This sign, believe it or not, is the very first one to catch your eye as you enter what is the Thai equivalent of a Waterstones or Barnes & Noble store, located in the heart of Bangkok’s shopping district.
So, question: why is MEDIA EDUCATION such a big draw for the Thai reading public? The answer, of course, lies in how you define MEDIA EDUCATION. And no, the bestsellers in Thailand are not media studies textbooks, or media syllabus guides, or how to be a good media teacher books, or academic monographs of any description.
MEDIA EDUCATION in Thailand means interactive software, on CD-ROM and other formats, designed to improve one’s English or Mandarin Chinese language skills. There’s a huge demand for hi-tech educational products in a society where general literacy levels, especially in reading and writing, are by no means universally good, and where foreign languages are not widely spoken or taught, especially in state schools.

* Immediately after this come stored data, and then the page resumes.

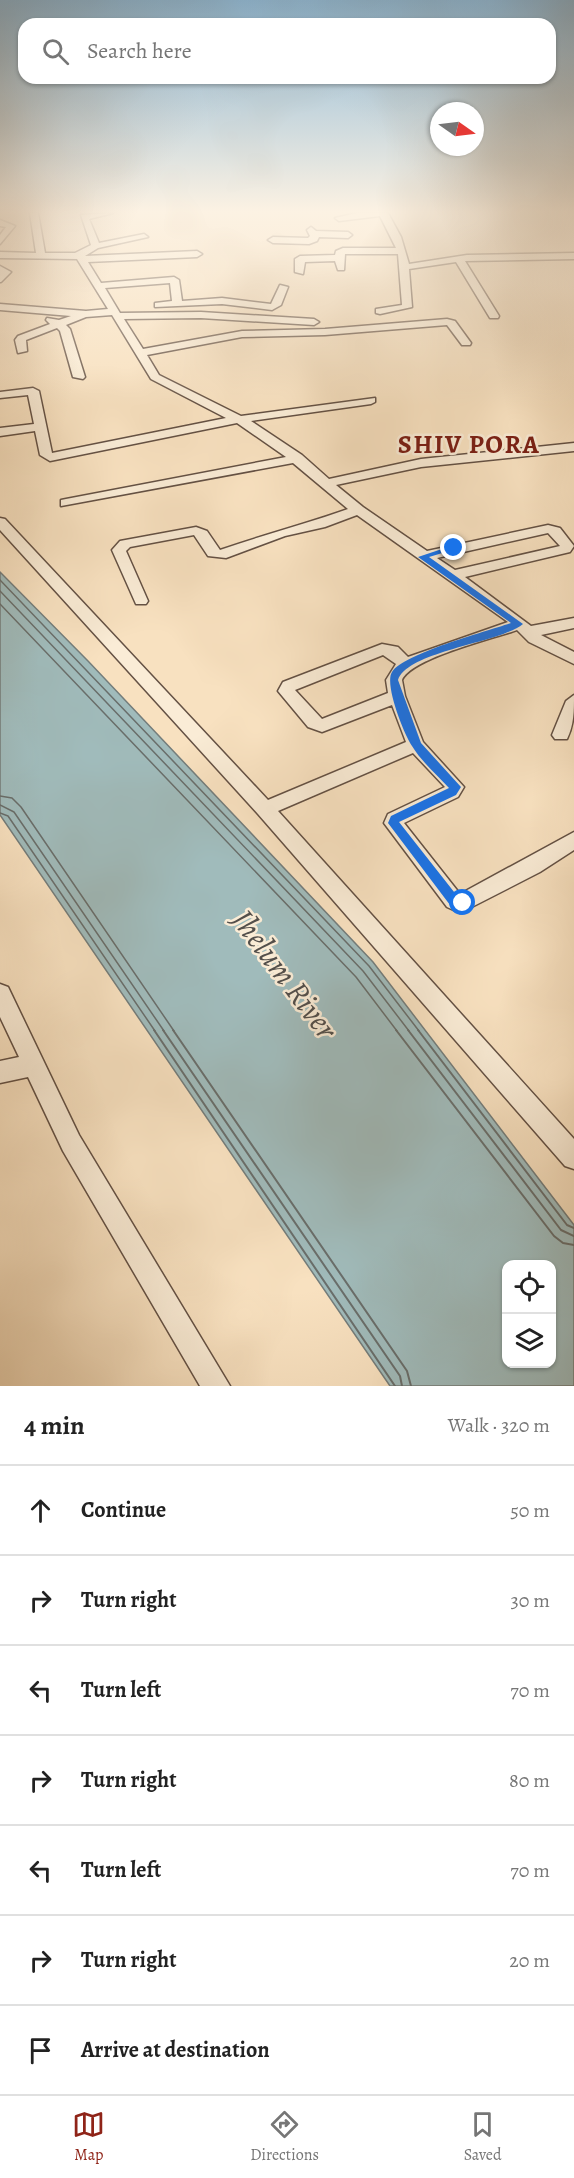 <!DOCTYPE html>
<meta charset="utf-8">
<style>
body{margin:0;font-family:Alegreya,serif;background:#f6f6f6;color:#222}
.controls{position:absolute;right:18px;bottom:18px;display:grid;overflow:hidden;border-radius:12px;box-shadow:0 2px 4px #0004}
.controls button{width:54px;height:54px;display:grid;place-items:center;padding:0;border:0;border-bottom:2px solid #e0e0e0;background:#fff;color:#222;font:30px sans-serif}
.compass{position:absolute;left:430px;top:102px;width:54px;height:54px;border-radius:50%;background:#fff;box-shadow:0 2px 4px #0004;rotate:104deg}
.stop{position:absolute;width:18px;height:18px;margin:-14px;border:4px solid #1a73e8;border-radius:50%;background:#fff}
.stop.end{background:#1a73e8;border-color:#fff;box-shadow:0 2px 6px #0008}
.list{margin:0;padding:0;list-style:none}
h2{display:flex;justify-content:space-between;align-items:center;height:78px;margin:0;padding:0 24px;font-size:26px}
h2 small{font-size:20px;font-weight:400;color:#767676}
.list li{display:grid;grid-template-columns:39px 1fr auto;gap:18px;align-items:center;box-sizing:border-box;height:90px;padding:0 24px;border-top:2px solid #e0e0e0}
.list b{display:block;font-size:22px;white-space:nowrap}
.list em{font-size:20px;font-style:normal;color:#767676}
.icon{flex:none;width:33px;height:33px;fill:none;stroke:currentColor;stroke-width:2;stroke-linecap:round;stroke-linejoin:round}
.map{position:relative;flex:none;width:574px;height:1386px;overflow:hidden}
.search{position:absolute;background:#fff;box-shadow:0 2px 4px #0004;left:18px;right:18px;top:18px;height:66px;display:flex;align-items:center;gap:15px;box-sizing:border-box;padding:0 21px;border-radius:18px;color:#767676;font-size:22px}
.sheet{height:708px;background:#fff}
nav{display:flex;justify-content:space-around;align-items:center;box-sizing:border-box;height:84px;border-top:2px solid #e0e0e0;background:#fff;font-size:16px;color:#767676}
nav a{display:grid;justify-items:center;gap:3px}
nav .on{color:#8f2418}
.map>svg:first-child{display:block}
.water{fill:#a0bbbb;stroke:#747d7b;stroke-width:1.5;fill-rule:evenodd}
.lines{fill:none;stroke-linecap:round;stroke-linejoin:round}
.shore-far1{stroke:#696e6b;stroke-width:1.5}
.shore{stroke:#696e6b;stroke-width:2}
.minor-casing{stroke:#645144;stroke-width:3}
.minor{fill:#faecd6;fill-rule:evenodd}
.route{fill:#1a73e8}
.labels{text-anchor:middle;stroke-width:5;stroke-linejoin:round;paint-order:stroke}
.far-district-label{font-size:26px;font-weight:bold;letter-spacing:1.5px;fill:#7a1f14;stroke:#faecd6}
.near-water-label{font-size:32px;font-style:italic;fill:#534f4b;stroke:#faecd6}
</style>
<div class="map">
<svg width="574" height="1386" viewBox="0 0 574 1386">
<rect width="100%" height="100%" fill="#f8e1c0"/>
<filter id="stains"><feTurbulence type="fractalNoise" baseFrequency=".00333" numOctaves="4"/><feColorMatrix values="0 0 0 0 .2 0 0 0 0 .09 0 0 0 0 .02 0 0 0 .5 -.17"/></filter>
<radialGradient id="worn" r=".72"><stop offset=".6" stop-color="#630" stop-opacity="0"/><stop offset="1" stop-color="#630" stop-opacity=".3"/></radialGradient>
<path class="water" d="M0,572L88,661L373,962L574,1225V1386H390L0,815ZM506,1264H552V1364H506Z"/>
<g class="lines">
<path class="shore-far1" d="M0,580L369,966L419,1031
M0,591L363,971L409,1031
M0,604L356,977L397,1031
M0,796L12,798L21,807L174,1031
M0,805L14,812L164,1031
M0,813L8,816L155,1031"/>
<path class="shore" d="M154,1030L395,1386
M163,1030L400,1376L402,1386
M173,1030L407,1371L411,1386
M396,1030L554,1236L563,1243L574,1245
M408,1030L561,1230L574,1236
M418,1030L567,1225L574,1228"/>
<defs>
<path id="minor" d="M30,213H38L45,253H75L91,245L81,215L113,213L89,219L99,243L144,234L148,237L98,248L85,256L197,251L202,254L197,257L88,262L101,283L174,277L179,280L182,301L222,298L271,304L280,285L288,287L281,305L272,310L222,304L155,307V303L172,301L170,283L105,288L120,313L201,312L314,319L319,322L314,325L201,318L124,319L143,349L242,331L325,329L447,319L455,321L471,343L470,345H462L447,325L325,335L242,337L147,355L159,375L241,416L375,398V402L371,404L251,421L302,455L329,479L421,459L574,443V451L421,467L336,485L363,507L427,551L548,525L560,528L574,546L570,552L465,577L531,626L574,618V628L541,635L574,652V664L529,642L517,630C492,639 412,658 402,680L405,696L423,742L464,787L458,797L404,823L460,894L574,832V850L540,872L460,913L447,907L384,823L388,814L445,787L413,753L278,811L574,1139V1169L565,1166L258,814L0,530V518L5,519L268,800L406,742L392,705L322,732L308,727L278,691L283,682L382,644L398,647L408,657L508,622L357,515L325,527L285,536L226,558L208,556L194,535L130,547L126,551L148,601L146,604H136L112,550L120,541L196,527L207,531L220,550C263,535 306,524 348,509L293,463L61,506V500L66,499L286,457L237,423L50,461L40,455L35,431L0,436V428L34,424L28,395L0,398V392L33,388L39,391L52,453L226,418L151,379L112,315L86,317L66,325L70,329L85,377L83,379L73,377L60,331L57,328L26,340L27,351L18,353L15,340L18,336L50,324L46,320L47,318L59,320L71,316L0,310V304L86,311L108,309L77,259L0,258V252L36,253ZM548,533L560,546L455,570L437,558ZM383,655L396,664L386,680L388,693L322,719L295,690Z
M357,213H388L401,237L409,264L467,255L574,253V259L465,261L499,316L498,318H490L456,262L409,269L412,307L380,314L376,313V309L402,305L398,254H345L344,270H338L335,261L305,262L303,274L295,272V259L300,256L335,255L336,251L343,248H396L380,216L339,221L335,218Z
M0,220L15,226L0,244V235L6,227L0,226Z
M311,227L316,231L348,232L352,235L348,238L319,237L317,241L309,244L273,243L268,240L273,237L308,238L310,236L307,230Z
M0,266L11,272L1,282H0Z
M574,695C574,711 574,725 567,739H555L552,735L566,701Z
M0,984L8,987L79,1135L230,1386H200L63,1151L28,1077L0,1083V1061L19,1057L0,1017Z"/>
</defs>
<use href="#minor" class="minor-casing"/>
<use href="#minor" class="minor"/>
</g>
<linearGradient id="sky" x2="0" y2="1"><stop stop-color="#8bb7d6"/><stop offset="0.52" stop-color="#fcf2e3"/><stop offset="1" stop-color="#fcf2e3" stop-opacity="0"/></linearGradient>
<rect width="574" height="407" fill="url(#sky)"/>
<path class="route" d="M451,546L459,548L429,557L523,624C500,643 408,651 398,680L421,743L461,787L456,795L399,822L458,897L467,899L469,903L463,908L450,905L388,823L391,816L449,788C437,775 421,761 412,746C404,734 384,684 392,672C405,653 486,632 511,623L418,557Z"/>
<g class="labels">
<g class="far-district-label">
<text x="469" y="453">SHIV PORA</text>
</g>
<g class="near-water-label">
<text transform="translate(285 974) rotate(53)" y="11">Jhelum River</text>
</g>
</g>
<rect width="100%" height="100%" filter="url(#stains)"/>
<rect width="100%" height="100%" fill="url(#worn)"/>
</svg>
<div class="controls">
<button><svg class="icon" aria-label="locate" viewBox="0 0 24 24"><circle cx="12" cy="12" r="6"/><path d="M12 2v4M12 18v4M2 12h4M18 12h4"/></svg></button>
<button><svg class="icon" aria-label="layers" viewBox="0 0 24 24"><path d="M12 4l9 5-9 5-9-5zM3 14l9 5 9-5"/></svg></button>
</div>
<svg class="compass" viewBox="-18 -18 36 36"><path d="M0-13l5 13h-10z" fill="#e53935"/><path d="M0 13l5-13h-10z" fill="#767676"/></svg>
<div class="stop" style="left:463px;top:903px"></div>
<div class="stop end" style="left:454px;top:548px"></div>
<div class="search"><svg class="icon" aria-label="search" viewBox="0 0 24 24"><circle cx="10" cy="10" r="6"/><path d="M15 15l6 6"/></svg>Search here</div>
</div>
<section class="sheet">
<h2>4 min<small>Walk · 320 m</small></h2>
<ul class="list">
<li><svg class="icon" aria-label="ahead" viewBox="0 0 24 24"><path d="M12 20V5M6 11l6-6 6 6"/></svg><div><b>Continue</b></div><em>50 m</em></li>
<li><svg class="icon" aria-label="right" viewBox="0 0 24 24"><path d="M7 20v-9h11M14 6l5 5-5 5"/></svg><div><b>Turn right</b></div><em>30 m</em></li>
<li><svg class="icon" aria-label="left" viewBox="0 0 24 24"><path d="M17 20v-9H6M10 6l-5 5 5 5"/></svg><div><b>Turn left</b></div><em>70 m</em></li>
<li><svg class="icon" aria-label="right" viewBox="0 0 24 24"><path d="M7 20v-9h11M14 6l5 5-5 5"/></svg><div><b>Turn right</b></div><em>80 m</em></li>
<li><svg class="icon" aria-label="left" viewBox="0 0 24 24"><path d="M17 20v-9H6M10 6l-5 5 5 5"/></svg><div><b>Turn left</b></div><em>70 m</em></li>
<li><svg class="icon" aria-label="right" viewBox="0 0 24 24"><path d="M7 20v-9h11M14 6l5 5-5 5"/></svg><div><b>Turn right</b></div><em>20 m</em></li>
<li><svg class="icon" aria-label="arrive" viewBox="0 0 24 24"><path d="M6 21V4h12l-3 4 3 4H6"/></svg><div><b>Arrive at destination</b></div></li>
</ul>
</section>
<nav>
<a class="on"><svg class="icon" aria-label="map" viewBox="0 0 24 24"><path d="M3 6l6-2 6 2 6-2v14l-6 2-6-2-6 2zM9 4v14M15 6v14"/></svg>Map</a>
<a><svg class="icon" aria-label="directions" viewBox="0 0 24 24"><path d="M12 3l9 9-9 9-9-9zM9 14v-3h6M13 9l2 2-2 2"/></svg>Directions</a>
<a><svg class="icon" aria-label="saved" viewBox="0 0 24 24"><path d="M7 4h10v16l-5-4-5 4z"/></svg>Saved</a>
</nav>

But of course, MEDIA EDUCATION, defined in this way, is also a huge feature of English-speaking societies too. Since the days when educators realised the pedagogic value of film education in schools, nicely depicted in the 1950s American youth-delinquency pic Blackboard Jungle, media technologies have played a key role (though not necessarily a central one) in the educational experience.
So long live MEDIA EDUCATION with capitals! And let’s all live in the hope that the more scholarly, theoretical and researcherly definition of media education - the one we media students and academics are familiar with – finds an equally prominent place in the hearts and minds of the public conscience, in Thailand and beyond.